In order to lower the utilization of congested link(s), an operator may utilize TE methods to route a subset of traffic away from those links onto less congested topological elements. These types of techniques are viable when segments of the network are congested while other parts are underutilized.
为了降低拥塞链路的利用率,运营商可以利用TE方法将业务子集从这些链路路由到拥塞较少的拓扑元素上。当网络的各个部分拥挤而其他部分利用不足时,这些类型的技术是可行的。
Operators who do not make extensive use of LSP-tunnels may adopt a tactical approach to MPLS TE in which they create LSP-tunnels only when necessary to address specific congestion problems. For example, an LSP can be created between two nodes (source and destination) that are known to contribute traffic to a congested network element, and explicitly route the LSP through a separate path to divert some traffic away from the congestion. On the other hand, operators who make extensive use of LSP-tunnels, either for measurement or automated traffic control, may decide to explicitly route a subset of the LSPs that traverse the point of congestion onto alternate paths. This can be employed to respond quickly when the bandwidth parameter associated with the LSPs does not accurately represent the actual traffic carried by the LSPs, and the operator determines that changing the bandwidth parameter values might not be effective in addressing the issue or may not have lasting impact.
未广泛使用LSP隧道的运营商可采用战术方法来实现MPLS TE,即仅在必要时创建LSP隧道以解决特定的拥塞问题。例如,可以在已知为拥塞网元贡献流量的两个节点(源和目的地)之间创建LSP,并通过单独的路径显式地路由LSP以将一些流量从拥塞中转移出去。另一方面,广泛使用LSP隧道(用于测量或自动交通控制)的运营商可能会决定将穿过拥塞点的LSP子集显式路由到备用路径上。当与lsp相关联的带宽参数不能准确地表示lsp承载的实际业务量,并且操作员确定更改带宽参数值可能无法有效地解决问题或者可能不会产生持久影响时,这可被用于快速响应。
There are other approaches that measure traffic workloads on LSPs and utilize these empirical statistics to configure various characteristics of LSPs. These approaches, for example, can utilize the derived statistics to configure explicit routes for LSPs (also known as offline TE [10]). They can also utilize the statistics to set the values of various LSP attributes such as bandwidths, priority, and affinities (online TE). All of these approaches can be used both tactically and strategically to react to periods of congestion in a network. Congestion may occur as a result of many
还有其他方法可以测量LSP上的流量工作负载,并利用这些经验统计数据来配置LSP的各种特性。例如,这些方法可以利用导出的统计信息为LSP配置显式路由(也称为离线TE[10])。他们还可以利用统计信息来设置各种LSP属性的值,例如带宽、优先级和亲和力(联机TE)。所有这些方法都可以在战术和战略上用于对网络中的拥塞周期作出反应。由于许多原因,可能会出现拥堵
factors: equipment or facility failure, longer than expected provisioning cycles for new circuits, and unexpected surges in traffic demand.

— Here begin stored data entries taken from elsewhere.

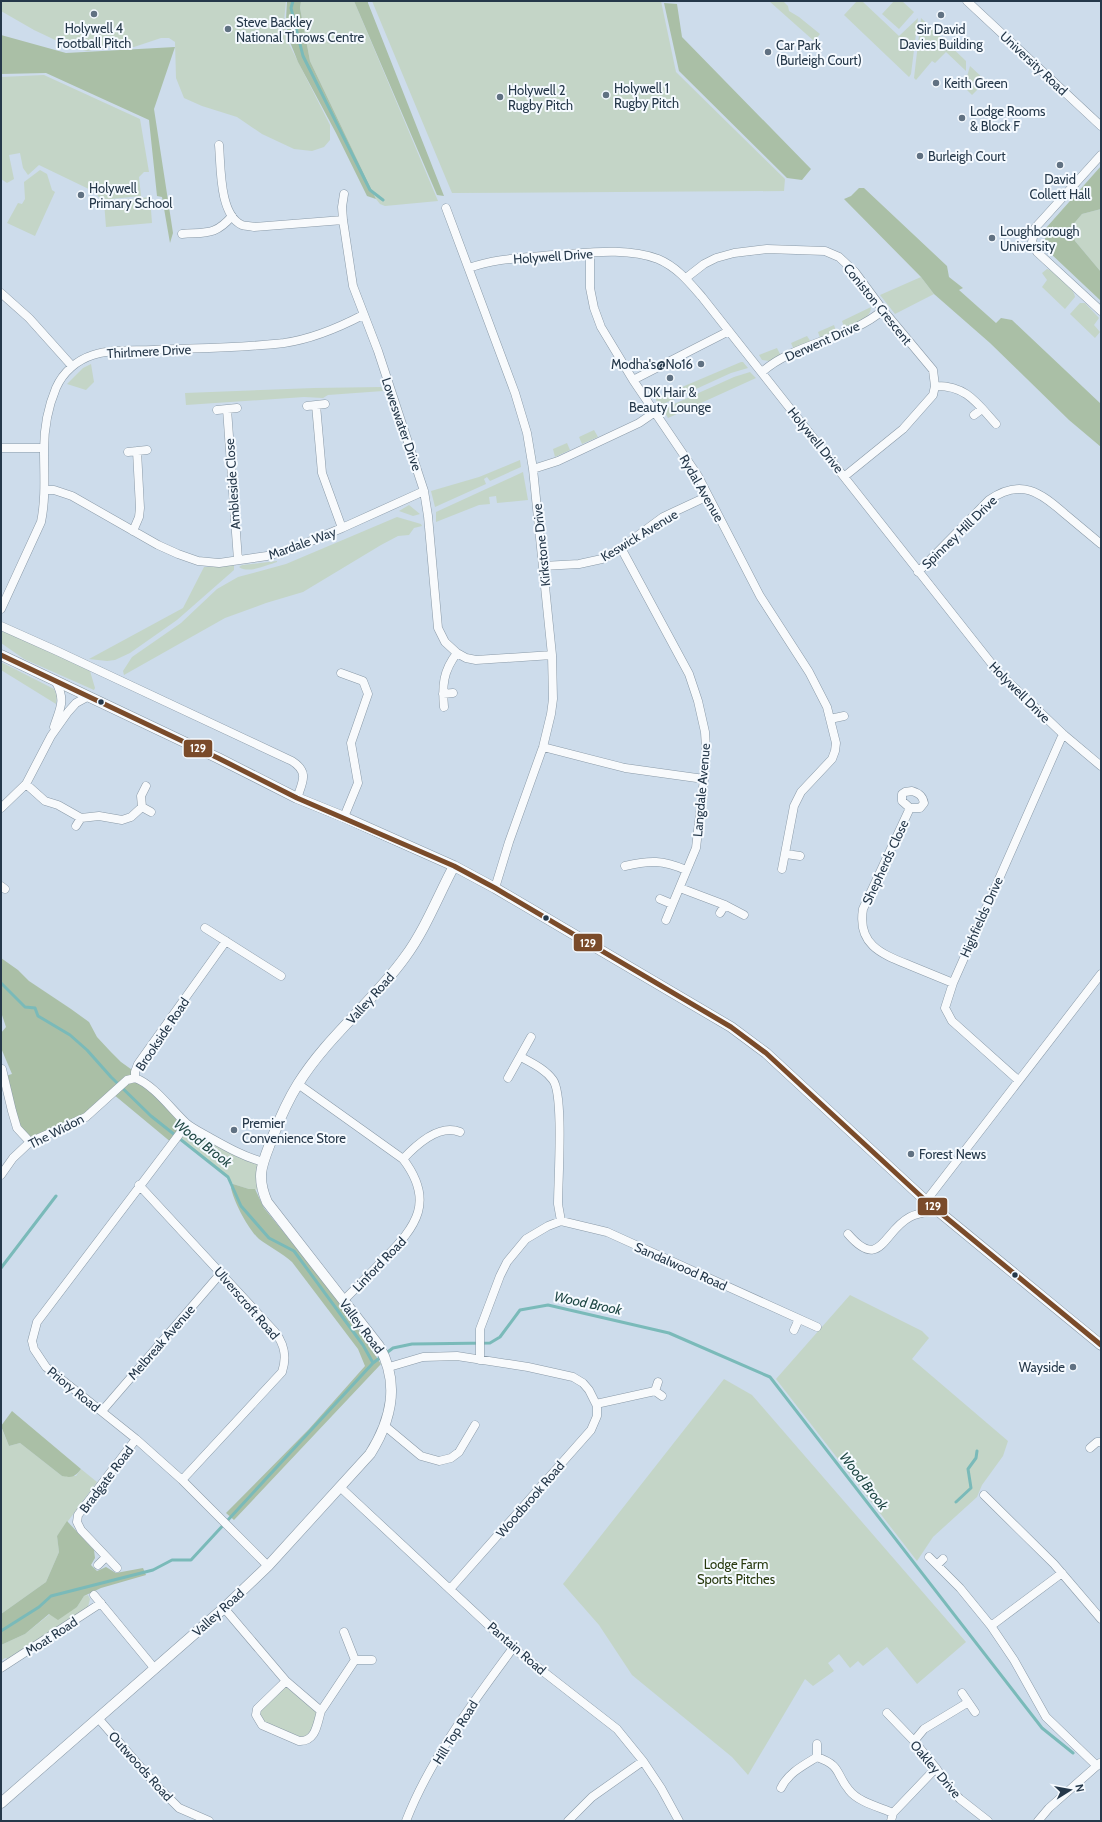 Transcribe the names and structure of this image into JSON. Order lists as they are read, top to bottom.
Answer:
{
  "streets": {
    "street": [
      "University Road",
      "Holywell Drive",
      "Coniston Crescent",
      "Derwent Drive",
      "Thirlmere Drive",
      "Loweswater Drive",
      "Ambleside Close",
      "Rydal Avenue",
      "Spinney Hill Drive",
      "Keswick Avenue",
      "Mardale Way",
      "Kirkstone Drive",
      "Langdale Avenue",
      "Shepherds Close",
      "Highfields Drive",
      "Valley Road",
      "Brookside Road",
      "The Widon",
      "Linford Road",
      "Sandalwood Road",
      "Ulverscroft Road",
      "Melbreak Avenue",
      "Priory Road",
      "Bradgate Road",
      "Woodbrook Road",
      "Moat Road",
      "Pantain Road",
      "Hill Top Road",
      "Outwoods Road",
      "Oakley Drive"
    ]
  },
  "crossings": [
    ["Holywell Drive", "Coniston Crescent"],
    ["Holywell Drive", "Derwent Drive"],
    ["Holywell Drive", "Rydal Avenue"],
    ["Holywell Drive", "Spinney Hill Drive"],
    ["Holywell Drive", "Kirkstone Drive"],
    ["Holywell Drive", "Highfields Drive"],
    ["Coniston Crescent", "Derwent Drive"],
    ["Thirlmere Drive", "Loweswater Drive"],
    ["Thirlmere Drive", "Mardale Way"],
    ["Loweswater Drive", "Mardale Way"],
    ["Loweswater Drive", "Kirkstone Drive"],
    ["Ambleside Close", "Mardale Way"],
    ["Rydal Avenue", "Keswick Avenue"],
    ["Keswick Avenue", "Kirkstone Drive"],
    ["Keswick Avenue", "Langdale Avenue"],
    ["Shepherds Close", "Highfields Drive"],
    ["Valley Road", "Brookside Road"],
    ["Valley Road", "Linford Road"],
    ["Valley Road", "Priory Road"],
    ["Valley Road", "Pantain Road"],
    ["Valley Road", "Outwoods Road"],
    ["Brookside Road", "The Widon"],
    ["Brookside Road", "Priory Road"],
    ["Ulverscroft Road", "Melbreak Avenue"],
    ["Ulverscroft Road", "Priory Road"],
    ["Melbreak Avenue", "Priory Road"],
    ["Priory Road", "Bradgate Road"],
    ["Woodbrook Road", "Pantain Road"],
    ["Pantain Road", "Hill Top Road"]
  ],
  "water": ["Wood Brook"],
  "parks": ["Lodge Farm Sports Pitches"],
  "places": [
    "Holywell 4 Football Pitch",
    "Sir David Davies Building",
    "Steve Backley National Throws Centre",
    "Car Park (Burleigh Court)",
    "Keith Green",
    "Holywell 1 Rugby Pitch",
    "Holywell 2 Rugby Pitch",
    "Lodge Rooms & Block F",
    "Burleigh Court",
    "David Collett Hall",
    "Holywell Primary School",
    "Loughborough University",
    "Modha's@No16",
    "DK Hair & Beauty Lounge",
    "Premier Convenience Store",
    "Forest News",
    "Wayside"
  ],
  "lines": ["transit line 129"],
  "north": "right"
}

因素:设备或设施故障,新电路的供应周期长于预期,以及交通需求的意外激增。
In practice, many service provider networks contain multiple parallel links between nodes. An example is transoceanic connectivity which is often provisioned as numerous low-capacity circuits, such as NxDS-3 (N parallel DS-3 circuits) and NxSTM-1 (N parallel STM-1 circuits). Parallel circuits also occur quite often in bandwidth-constrained cities. MPLS TE methods can be applied to effectively distribute the aggregate traffic workload across these parallel circuits.

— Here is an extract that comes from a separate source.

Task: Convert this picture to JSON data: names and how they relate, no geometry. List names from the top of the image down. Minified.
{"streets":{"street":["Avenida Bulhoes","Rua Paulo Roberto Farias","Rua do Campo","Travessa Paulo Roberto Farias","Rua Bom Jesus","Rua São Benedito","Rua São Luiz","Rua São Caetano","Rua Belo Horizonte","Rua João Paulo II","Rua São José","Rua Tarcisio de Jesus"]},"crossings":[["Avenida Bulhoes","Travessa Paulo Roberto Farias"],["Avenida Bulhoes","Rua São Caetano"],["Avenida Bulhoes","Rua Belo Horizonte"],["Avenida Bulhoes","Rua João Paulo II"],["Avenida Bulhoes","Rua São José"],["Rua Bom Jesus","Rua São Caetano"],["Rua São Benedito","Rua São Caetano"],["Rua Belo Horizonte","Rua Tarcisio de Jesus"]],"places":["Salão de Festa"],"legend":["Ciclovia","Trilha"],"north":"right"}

实际上,许多服务提供商网络在节点之间包含多个并行链路。一个例子是越洋连接,它通常被设置为许多低容量电路,例如NxDS-3(N个并行DS-3电路)和NxSTM-1(N个并行STM-1电路)。在带宽受限的城市,并行电路也经常出现。MPLS-TE方法可用于在这些并行电路之间有效地分配聚合流量负载。

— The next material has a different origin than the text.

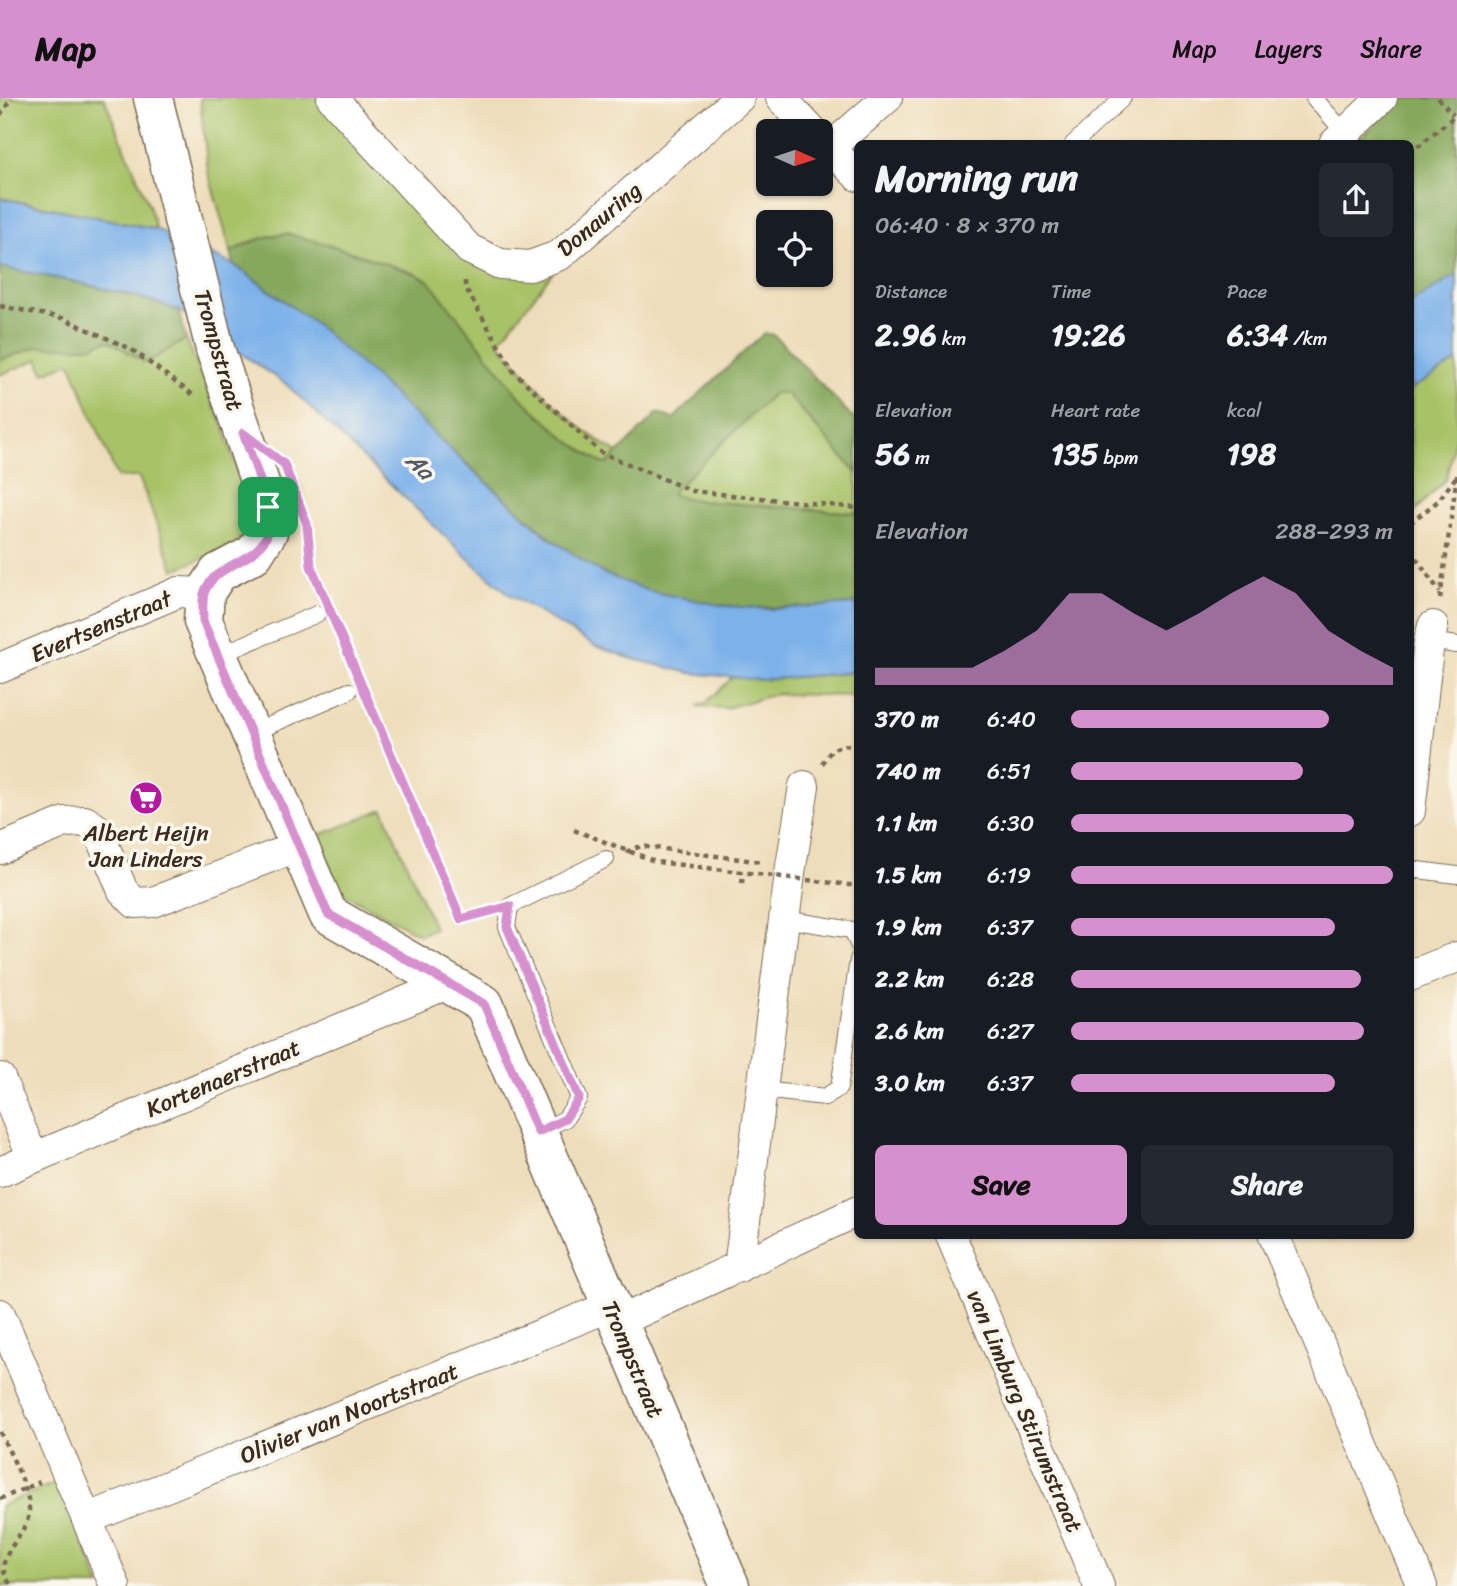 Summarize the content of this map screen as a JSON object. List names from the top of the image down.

MPLS-based approaches commonly used in practice to deal with parallel links include using LSP bandwidth parameters to control the proportion of demand traversing each link, explicitly configuring routes for LSP-tunnels to distribute them across the parallel links, and using affinities to map different LSPs onto different links. These types of solutions are also applicable in networks with parallel and replicated topologies, such as an NxOC-3/12/48 topology.
基于MPLS的方法在实践中通常用于处理并行链路,包括使用LSP带宽参数来控制穿过每个链路的需求比例,明确地为LSP隧道配置路由以将它们分布在并行链路上,以及使用亲和力将不同的LSP映射到不同的链路上。这些类型的解决方案也适用于具有并行和复制拓扑的网络,例如NxOC-3/12/48拓扑。
It is sometimes desirable to restrict certain types of traffic to certain types of links, or to explicitly exclude certain types of links in the paths for some types of traffic. This might be needed to accomplish some business policy or network engineering objectives. MPLS resource affinities provide a powerful mechanism to implement these types of objectives.
有时需要将某些类型的通信量限制为某些类型的链路,或者在某些类型的通信量的路径中明确排除某些类型的链路。这可能是实现某些业务策略或网络工程目标所必需的。MPLS资源亲缘关系为实现这些类型的目标提供了强大的机制。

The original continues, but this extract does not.